=== EXERCISE PROMPT ===
Only lines with the string "Governor" are wanted. Pull them out of the data.

=== RECORDS SHOWN ===

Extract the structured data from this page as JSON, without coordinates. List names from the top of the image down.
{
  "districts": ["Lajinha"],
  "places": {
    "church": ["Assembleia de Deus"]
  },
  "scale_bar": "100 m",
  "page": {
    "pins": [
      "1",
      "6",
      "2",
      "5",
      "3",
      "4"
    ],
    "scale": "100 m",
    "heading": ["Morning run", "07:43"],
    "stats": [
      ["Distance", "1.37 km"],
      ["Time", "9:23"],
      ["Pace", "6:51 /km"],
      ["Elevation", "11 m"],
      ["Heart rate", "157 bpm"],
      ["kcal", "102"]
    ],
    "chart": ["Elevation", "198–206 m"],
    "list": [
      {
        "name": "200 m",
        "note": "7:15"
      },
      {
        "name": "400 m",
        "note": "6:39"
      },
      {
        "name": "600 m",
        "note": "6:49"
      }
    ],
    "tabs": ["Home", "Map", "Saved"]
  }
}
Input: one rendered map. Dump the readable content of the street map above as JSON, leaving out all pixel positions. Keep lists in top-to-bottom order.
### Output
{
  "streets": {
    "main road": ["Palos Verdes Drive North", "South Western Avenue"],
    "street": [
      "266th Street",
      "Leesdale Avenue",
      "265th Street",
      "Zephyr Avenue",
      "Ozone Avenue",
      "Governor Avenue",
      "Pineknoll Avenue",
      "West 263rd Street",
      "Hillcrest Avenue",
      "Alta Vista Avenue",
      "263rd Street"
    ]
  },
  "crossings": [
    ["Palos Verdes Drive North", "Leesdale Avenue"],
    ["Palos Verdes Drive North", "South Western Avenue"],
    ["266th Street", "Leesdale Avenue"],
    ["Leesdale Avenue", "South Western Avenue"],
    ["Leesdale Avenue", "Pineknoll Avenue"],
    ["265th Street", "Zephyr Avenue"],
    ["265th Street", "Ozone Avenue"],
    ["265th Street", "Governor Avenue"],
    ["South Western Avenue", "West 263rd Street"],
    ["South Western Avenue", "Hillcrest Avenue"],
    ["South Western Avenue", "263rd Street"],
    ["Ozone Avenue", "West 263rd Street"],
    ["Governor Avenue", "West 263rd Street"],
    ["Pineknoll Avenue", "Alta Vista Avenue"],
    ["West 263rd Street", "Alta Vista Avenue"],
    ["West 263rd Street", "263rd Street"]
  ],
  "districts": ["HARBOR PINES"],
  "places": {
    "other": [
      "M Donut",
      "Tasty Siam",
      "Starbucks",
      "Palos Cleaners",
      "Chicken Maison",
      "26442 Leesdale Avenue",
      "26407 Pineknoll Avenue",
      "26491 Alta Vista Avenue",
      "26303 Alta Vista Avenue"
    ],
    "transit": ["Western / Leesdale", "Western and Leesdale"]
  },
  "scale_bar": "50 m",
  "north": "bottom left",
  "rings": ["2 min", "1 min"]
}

=== RESPONSE TO THE TASK ===
      "Governor Avenue",
    ["265th Street", "Governor Avenue"],
    ["Governor Avenue", "West 263rd Street"],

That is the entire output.